Keep only the lines that hold the string "小型車停車場", filtering out the rest of the entries below.

BEGIN Record extracts

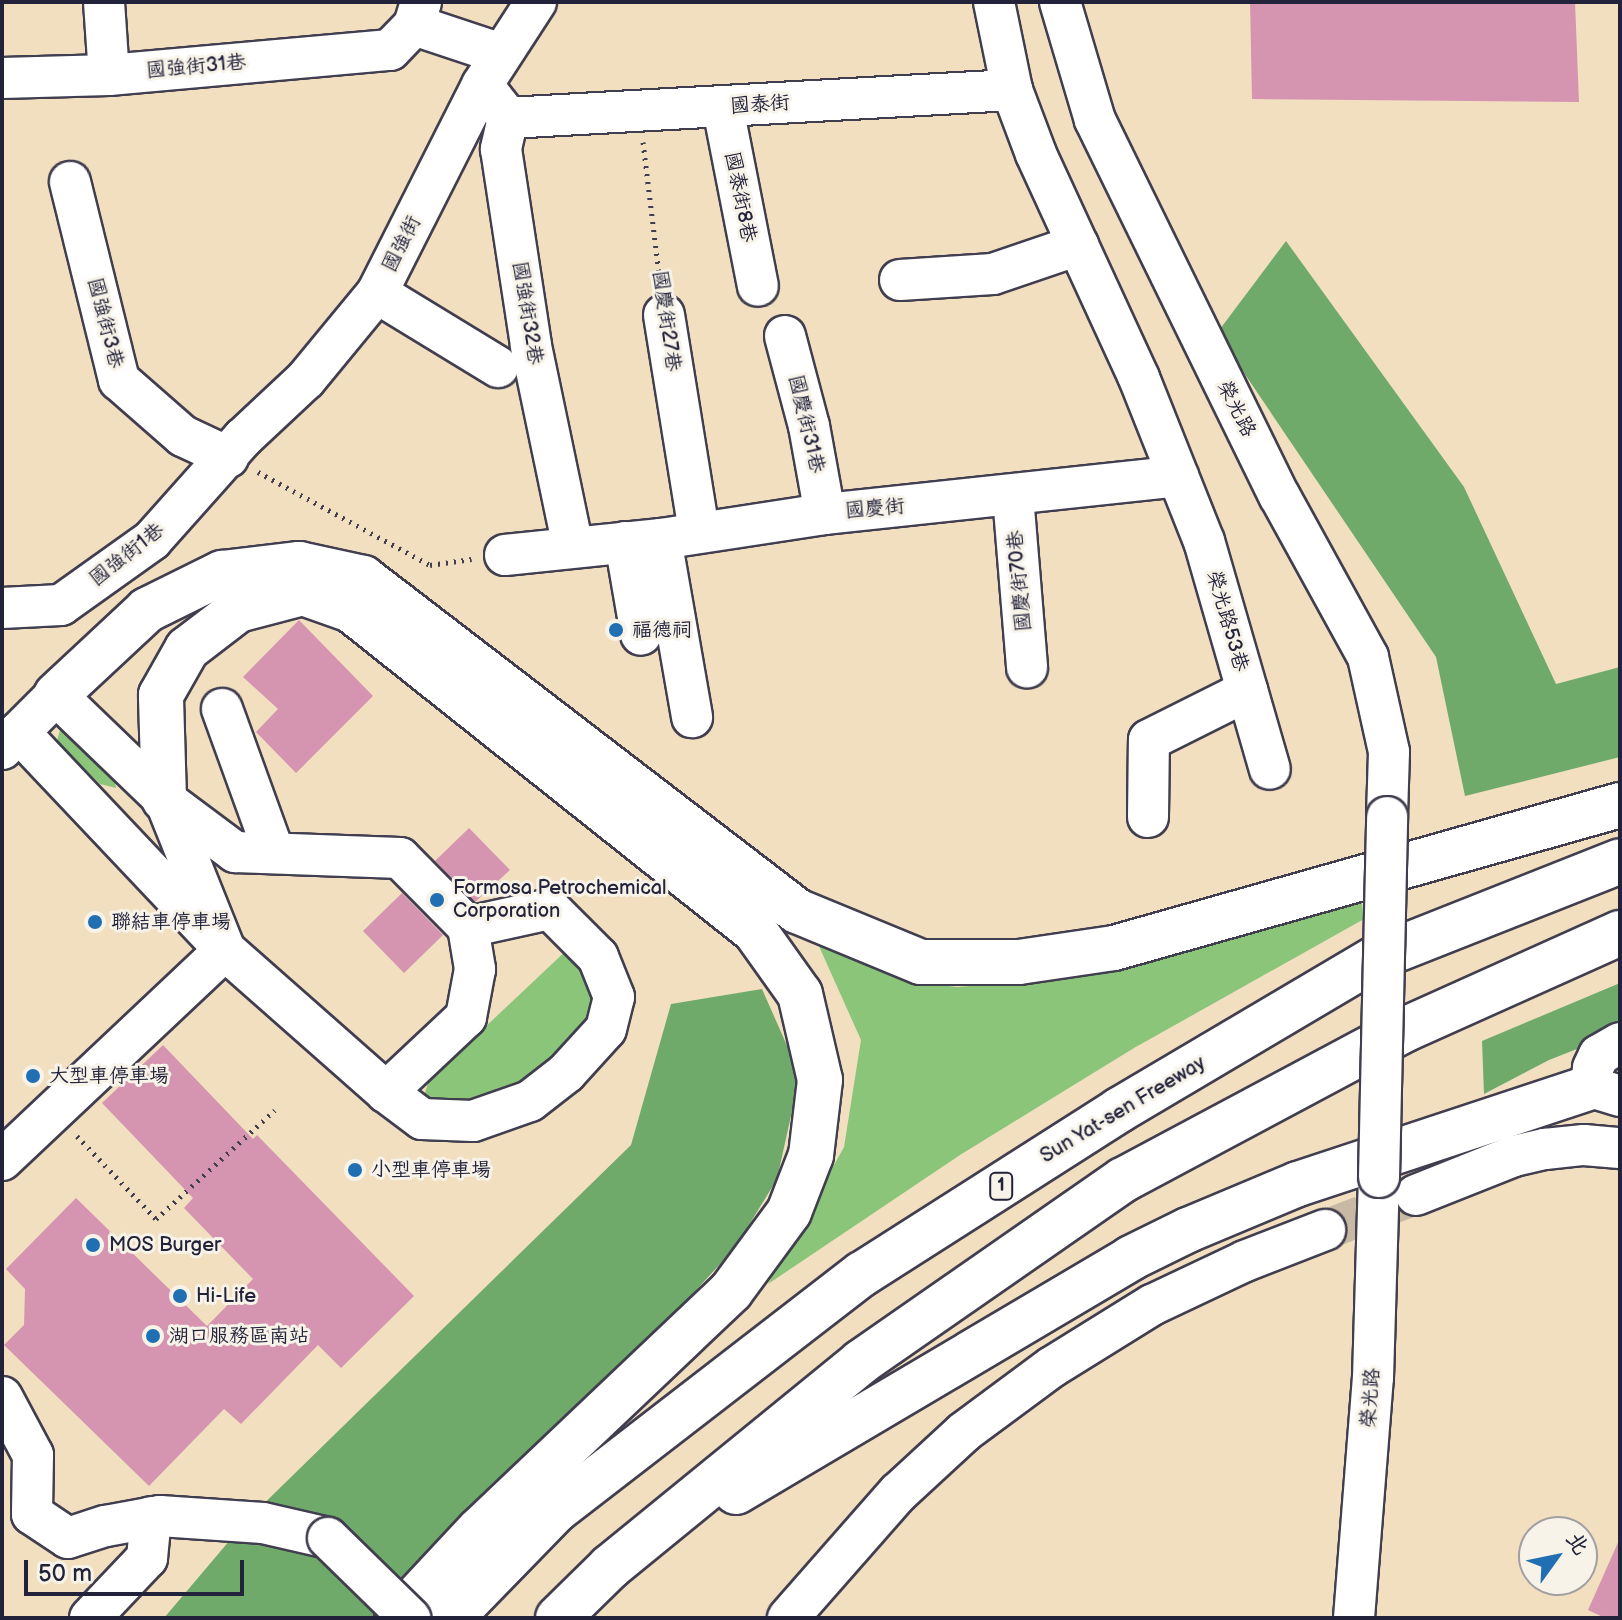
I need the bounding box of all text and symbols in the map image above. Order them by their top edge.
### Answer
street label: 國強街31巷 [145,51,247,83]
street label: 國泰街 [729,91,791,119]
street label: 國泰街8巷 [719,150,761,244]
street label: 國強街 [378,212,426,276]
street label: 國強街32巷 [507,260,547,366]
street label: 國慶街27巷 [647,269,685,373]
street label: 國強街3巷 [82,275,128,371]
street label: 國慶街31巷 [783,373,829,475]
street label: 榮光路 [1212,377,1260,441]
street label: 國慶街 [844,494,906,524]
street label: 國強街1巷 [85,519,169,591]
street label: 國慶街70巷 [1004,529,1036,633]
street label: 榮光路53巷 [1201,568,1253,674]
place label: 福德祠 [632,618,692,642]
marker: 福德祠 [607,621,625,639]
place label: Formosa Petrochemical Corporation [453,876,667,923]
marker: Formosa Petrochemical Corporation [428,891,446,909]
place label: 聯結車停車場 [111,910,231,934]
marker: 聯結車停車場 [86,913,104,931]
street label: Sun Yat-sen Freeway [1036,1051,1210,1169]
place label: 大型車停車場 [49,1064,169,1088]
marker: 大型車停車場 [24,1067,42,1085]
place label: 小型車停車場 [371,1158,491,1182]
marker: 小型車停車場 [346,1161,364,1179]
road number: 1 [989,1172,1013,1200]
place label: MOS Burger [109,1233,221,1257]
marker: MOS Burger [84,1236,102,1254]
place label: Hi-Life [196,1284,256,1308]
marker: Hi-Life [171,1287,189,1305]
place label: 湖口服務區南站 [169,1324,309,1348]
marker: 湖口服務區南站 [144,1327,162,1345]
street label: 榮光路 [1357,1367,1385,1429]
north arrow [1518,1516,1598,1596]
text: 北 [1560,1527,1594,1560]
scale bar [28,1544,248,1594]
text: 50 m [38,1559,92,1588]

END Record extracts

The completed task:
place label: 小型車停車場 [371,1158,491,1182]
marker: 小型車停車場 [346,1161,364,1179]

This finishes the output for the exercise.